Supplied data:
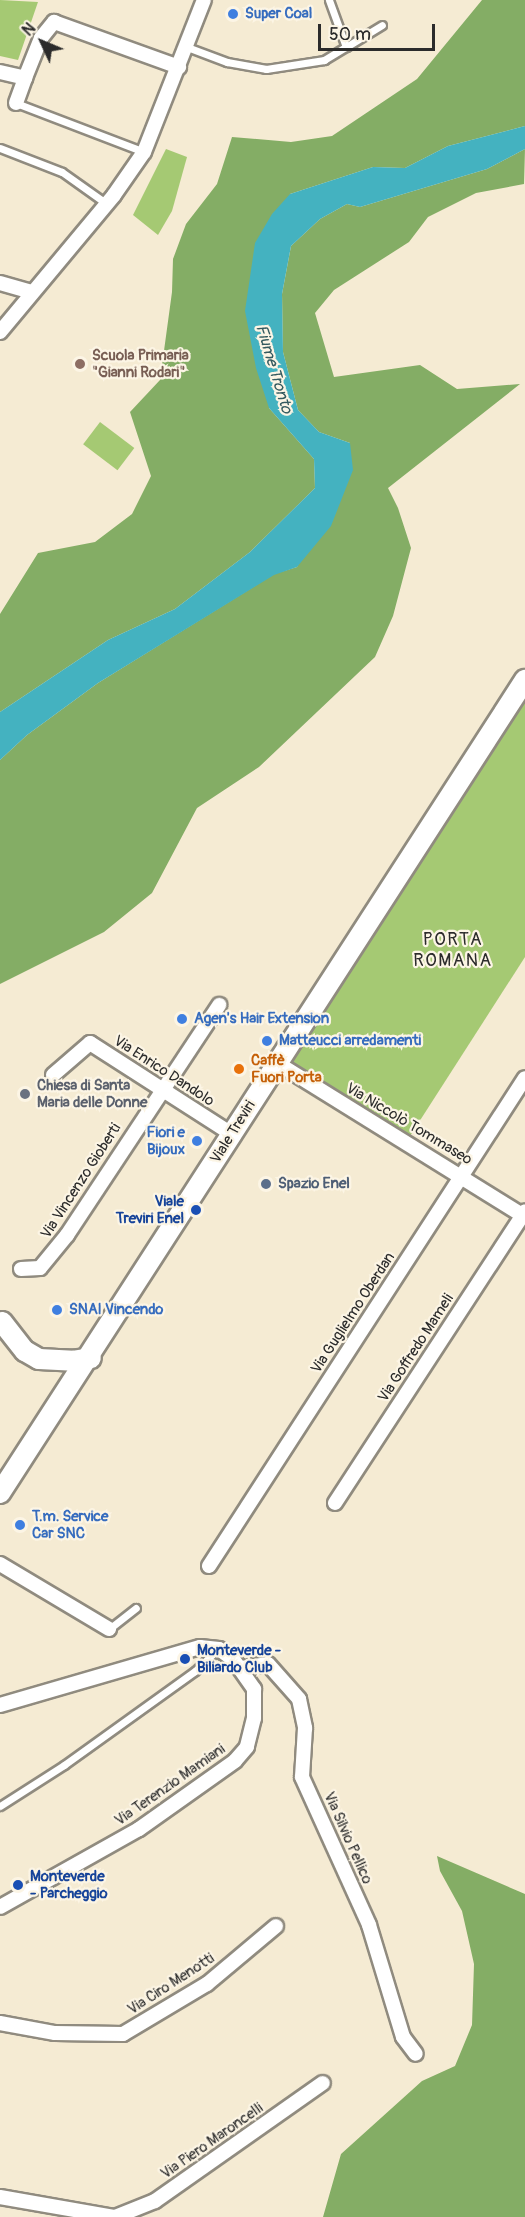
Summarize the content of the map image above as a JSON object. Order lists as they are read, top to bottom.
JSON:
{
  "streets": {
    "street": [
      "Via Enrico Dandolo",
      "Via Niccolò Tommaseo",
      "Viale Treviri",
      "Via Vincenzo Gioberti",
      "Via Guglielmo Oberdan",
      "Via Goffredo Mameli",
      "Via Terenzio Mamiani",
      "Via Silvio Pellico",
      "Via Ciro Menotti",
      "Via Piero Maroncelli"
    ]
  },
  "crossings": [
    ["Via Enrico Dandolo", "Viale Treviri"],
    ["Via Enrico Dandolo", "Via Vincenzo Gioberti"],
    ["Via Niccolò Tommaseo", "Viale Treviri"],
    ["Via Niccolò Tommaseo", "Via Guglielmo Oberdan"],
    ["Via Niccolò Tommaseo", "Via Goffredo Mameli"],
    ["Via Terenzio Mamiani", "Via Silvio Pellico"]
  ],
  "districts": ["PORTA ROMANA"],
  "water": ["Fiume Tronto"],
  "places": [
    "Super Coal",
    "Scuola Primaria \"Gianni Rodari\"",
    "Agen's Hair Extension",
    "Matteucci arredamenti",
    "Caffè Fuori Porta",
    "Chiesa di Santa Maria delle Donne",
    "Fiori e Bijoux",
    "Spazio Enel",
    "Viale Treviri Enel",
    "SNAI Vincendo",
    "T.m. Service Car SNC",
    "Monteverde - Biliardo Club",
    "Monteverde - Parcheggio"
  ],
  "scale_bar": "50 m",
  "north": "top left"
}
--
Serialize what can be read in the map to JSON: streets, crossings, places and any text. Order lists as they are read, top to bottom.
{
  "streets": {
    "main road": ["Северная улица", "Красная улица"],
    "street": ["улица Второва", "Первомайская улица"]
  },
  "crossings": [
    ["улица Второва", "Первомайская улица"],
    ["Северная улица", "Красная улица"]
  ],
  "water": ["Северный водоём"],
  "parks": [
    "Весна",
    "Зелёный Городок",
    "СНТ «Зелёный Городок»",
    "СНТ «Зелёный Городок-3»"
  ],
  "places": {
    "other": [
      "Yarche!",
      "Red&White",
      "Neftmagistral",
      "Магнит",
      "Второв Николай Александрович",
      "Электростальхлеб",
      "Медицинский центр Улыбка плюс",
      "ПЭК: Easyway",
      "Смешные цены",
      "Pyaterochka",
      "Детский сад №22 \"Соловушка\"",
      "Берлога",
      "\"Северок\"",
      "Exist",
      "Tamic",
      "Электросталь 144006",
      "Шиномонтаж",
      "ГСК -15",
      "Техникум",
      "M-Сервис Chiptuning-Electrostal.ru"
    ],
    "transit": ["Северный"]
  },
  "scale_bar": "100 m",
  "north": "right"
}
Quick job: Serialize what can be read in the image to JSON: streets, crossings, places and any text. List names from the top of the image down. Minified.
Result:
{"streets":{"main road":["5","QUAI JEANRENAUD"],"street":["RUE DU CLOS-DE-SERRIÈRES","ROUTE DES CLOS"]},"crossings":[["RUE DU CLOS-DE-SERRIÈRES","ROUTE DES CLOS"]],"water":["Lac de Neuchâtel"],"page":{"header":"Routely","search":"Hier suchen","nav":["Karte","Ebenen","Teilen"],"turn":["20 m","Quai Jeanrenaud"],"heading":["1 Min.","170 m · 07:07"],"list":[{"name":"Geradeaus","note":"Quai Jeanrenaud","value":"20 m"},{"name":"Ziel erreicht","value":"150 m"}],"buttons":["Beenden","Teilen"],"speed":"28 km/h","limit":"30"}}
...
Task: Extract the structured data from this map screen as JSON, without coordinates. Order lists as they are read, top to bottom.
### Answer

Directions: Identify and extract each line of the listing that contains "image".

Task result:
Summarize the content of the map image above as a JSON object. Order lists as they are read, top to bottom.
Quick job: Serialize what can be read in the image to JSON: streets, crossings, places and any text. List names from the top of the image down. Minified.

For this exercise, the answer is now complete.